I Mush dalle ceneri dei Kaleidoscopic hanno fatto un disco omonimo punk post-hc sulle orme di Fine Before You Came, Distanti, Montana, Bruuno. Mi piacciono Vona e L’inverno, le idee ci sono, i suoni anche e non è un disco malvagio. Ma a volte le canzoni crollano (Non è più agostoIl mio grido più forte). Edè colpa di quello schema, spremutissimo, di chitarre che partono calme, poi s’ingrossano, poi tornano di nuovo calme eccetera. C’è in giro il generatore automatico di chitarre fatte così.

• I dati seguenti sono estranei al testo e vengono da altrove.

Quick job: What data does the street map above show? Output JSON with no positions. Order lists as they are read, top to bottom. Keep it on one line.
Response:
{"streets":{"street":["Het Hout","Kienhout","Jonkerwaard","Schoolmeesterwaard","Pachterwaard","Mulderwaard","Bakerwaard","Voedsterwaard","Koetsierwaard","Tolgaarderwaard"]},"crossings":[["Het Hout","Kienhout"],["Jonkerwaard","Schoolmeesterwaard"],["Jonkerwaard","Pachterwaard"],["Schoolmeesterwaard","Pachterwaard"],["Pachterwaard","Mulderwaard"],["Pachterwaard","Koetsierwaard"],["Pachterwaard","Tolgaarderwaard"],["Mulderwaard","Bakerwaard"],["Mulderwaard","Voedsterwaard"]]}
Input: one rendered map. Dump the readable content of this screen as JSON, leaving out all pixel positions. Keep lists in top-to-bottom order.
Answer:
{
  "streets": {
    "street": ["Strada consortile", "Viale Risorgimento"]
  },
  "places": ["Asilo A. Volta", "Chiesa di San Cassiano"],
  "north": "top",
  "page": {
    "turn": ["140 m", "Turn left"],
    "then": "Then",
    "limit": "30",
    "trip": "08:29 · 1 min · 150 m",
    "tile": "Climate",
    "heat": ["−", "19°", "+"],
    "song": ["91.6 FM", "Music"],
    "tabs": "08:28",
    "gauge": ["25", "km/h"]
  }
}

Le doppie voci sono più CCCP che emo, quindi c’è anche un legame con la tradizione tradizione, ma la cosa più invadente sono i testi poco realistici e totalmente piegati al dolore costruito: un classico romantico core italiano, è evidente che ci dev’essere in giro anche il generatore automatico di testi disperati. Tra un generatore automatico e l’altro, in pochi (i Montana, per esempio) hanno saputo trasformare questo punk in un’aggressività più originale. Mi chiedo se tutto il vomitare odio e disperazione senza speranza di cui tutti si riempiono la bocca non sia.. non sincero (quando mai), ma non sia ora di fare basta. Streaming. Labelz: Dreamingorilla Records, Valuum Records, È Un Brutto Posto Dove Vivere, Entes Anomicos, Dotto, Controcanti, Atomic Soup Records, ’58SRS e Insonnia Lunare Records.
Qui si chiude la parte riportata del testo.